Mais si le Grand-Père fut le messager et le protégé du Ciel, s’il fut envoyé par un décret de la Providence à la race germanique pour lui ramener l’empire, l’unité et la paix, est-il déraisonnable de croire qu’avec la couronne, le Petit-Fils a hérité cette protection, dont sa ferveur, au moins en public, continue de lui mériter les bienfaits ? En pays musulman, la bénédiction divine, la baraka, est un bénéfice de famille, une sorte de fief immatériel, mais très profitable, que le père transmet à sa race. En politique, comme en finances, Guillaume II sait marier la Croix et le Croissant : il a, un christianisme tout islamique ou judaïque.

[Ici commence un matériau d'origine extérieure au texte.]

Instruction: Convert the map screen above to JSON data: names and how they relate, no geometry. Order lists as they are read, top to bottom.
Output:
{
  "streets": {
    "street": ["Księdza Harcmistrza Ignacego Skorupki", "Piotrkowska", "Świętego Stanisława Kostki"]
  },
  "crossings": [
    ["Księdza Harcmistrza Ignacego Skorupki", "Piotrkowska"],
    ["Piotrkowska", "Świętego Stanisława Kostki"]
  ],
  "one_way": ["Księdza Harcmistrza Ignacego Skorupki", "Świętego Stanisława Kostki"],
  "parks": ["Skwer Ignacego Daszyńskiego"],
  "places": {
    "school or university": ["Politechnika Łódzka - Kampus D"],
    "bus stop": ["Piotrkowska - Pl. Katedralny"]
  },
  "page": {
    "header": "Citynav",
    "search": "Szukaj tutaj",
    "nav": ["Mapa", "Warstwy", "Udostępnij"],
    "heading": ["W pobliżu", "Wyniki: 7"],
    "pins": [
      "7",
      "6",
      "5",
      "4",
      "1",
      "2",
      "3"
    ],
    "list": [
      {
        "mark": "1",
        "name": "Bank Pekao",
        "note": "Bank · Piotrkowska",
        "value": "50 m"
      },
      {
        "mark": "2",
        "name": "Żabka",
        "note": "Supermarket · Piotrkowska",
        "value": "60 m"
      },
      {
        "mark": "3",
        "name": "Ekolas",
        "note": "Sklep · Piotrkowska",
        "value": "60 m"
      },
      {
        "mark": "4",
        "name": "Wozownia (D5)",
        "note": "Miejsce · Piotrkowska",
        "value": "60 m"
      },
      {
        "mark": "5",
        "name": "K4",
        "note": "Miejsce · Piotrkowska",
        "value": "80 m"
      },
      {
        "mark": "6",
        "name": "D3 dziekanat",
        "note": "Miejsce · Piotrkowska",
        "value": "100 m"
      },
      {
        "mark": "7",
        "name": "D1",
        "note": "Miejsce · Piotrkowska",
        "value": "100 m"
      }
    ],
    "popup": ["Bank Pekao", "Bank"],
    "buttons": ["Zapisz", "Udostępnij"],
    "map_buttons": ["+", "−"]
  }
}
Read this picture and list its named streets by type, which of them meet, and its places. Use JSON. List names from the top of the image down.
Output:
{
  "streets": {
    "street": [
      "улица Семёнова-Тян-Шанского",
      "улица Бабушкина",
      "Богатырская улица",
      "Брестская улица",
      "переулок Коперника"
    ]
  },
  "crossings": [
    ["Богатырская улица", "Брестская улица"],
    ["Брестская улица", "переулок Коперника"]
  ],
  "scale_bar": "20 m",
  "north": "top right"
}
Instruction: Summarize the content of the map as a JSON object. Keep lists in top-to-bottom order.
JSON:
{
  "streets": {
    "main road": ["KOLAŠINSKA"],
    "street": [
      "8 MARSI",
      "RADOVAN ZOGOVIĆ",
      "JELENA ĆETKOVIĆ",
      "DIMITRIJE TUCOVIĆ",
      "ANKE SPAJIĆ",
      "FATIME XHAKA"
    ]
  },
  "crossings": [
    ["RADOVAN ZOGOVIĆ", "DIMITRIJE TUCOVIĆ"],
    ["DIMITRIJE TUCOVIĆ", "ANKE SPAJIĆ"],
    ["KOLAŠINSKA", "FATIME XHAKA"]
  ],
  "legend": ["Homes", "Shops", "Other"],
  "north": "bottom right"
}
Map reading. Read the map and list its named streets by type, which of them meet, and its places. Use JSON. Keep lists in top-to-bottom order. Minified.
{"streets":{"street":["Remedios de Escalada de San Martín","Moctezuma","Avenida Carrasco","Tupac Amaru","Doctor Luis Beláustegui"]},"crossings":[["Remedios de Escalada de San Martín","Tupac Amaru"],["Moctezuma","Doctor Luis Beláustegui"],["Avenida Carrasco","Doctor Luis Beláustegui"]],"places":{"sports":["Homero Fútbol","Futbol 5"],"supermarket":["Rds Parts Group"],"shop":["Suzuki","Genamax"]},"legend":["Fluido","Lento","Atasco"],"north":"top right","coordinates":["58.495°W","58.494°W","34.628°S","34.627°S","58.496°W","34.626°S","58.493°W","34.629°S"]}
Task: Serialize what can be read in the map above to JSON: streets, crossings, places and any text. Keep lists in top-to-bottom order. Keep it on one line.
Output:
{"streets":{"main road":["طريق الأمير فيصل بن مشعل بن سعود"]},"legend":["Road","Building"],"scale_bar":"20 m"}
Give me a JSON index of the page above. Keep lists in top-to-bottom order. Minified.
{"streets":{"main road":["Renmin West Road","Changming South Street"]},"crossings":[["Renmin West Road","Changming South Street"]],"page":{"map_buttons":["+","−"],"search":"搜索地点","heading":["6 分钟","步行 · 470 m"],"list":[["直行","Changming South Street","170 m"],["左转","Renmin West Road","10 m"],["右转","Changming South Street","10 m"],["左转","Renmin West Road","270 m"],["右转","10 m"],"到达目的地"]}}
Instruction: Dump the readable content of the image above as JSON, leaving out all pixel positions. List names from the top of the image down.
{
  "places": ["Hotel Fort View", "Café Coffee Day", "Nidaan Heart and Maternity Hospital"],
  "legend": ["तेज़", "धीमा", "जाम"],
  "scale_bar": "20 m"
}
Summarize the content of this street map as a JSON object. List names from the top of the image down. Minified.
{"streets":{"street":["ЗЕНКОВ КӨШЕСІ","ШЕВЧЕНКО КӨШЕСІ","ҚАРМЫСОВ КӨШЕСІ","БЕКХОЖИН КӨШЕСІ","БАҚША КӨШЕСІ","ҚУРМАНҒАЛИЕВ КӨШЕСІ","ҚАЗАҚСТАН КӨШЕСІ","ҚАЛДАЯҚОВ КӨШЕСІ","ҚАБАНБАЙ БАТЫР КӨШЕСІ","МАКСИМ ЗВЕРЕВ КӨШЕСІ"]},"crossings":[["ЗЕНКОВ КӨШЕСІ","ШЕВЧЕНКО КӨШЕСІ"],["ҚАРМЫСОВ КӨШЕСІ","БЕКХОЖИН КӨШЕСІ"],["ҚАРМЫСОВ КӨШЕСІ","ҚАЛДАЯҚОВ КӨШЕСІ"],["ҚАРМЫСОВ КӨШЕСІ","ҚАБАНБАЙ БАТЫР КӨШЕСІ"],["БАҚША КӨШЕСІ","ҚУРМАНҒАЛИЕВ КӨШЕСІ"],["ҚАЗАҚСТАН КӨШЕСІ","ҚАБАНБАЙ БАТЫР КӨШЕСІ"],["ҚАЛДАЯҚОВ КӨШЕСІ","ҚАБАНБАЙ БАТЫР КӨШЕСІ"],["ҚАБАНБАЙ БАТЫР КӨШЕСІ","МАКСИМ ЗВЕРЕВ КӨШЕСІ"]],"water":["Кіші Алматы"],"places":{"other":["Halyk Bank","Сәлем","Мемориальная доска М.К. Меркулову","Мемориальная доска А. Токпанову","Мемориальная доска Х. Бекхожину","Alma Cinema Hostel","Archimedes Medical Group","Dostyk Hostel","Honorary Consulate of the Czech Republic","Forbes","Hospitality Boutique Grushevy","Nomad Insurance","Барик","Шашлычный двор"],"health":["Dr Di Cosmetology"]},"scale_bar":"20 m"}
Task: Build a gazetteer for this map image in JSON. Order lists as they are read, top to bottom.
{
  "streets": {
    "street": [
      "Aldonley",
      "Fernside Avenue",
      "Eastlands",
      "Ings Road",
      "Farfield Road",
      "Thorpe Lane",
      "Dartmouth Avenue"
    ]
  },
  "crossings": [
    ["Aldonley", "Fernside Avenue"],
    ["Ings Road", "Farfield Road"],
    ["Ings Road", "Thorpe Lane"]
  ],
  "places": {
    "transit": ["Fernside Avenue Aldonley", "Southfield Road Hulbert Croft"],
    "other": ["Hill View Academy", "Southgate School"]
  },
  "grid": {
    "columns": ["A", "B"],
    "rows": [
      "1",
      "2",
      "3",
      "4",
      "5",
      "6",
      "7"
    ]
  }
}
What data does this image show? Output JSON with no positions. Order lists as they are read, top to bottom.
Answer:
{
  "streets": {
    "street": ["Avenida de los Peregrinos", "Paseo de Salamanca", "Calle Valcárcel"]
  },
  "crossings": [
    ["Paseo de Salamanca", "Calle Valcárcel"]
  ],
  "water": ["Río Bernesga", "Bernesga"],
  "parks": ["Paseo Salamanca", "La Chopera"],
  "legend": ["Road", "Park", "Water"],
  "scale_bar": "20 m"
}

Mahomet croyait que Moïse et le Christ avaient été ses précurseurs ; Guillaume II estime ne pas être trop indigne de ces grands modèles, et même il faut remonter dans la tradition sémitique bien plus haut que Mahomet, Moïse ou Melchisédech, pour comprendre toutes les théories et tous les actes de celui que les Turcs naïfs appellent aujourd’hui Hadgi Mohamed Gilioun et que le Berlinois plus irrespectueux appelait hier, non pas toujours Seine Majestät, mais parfois Siegfried Mayer, et parfois même Shylock Mercator.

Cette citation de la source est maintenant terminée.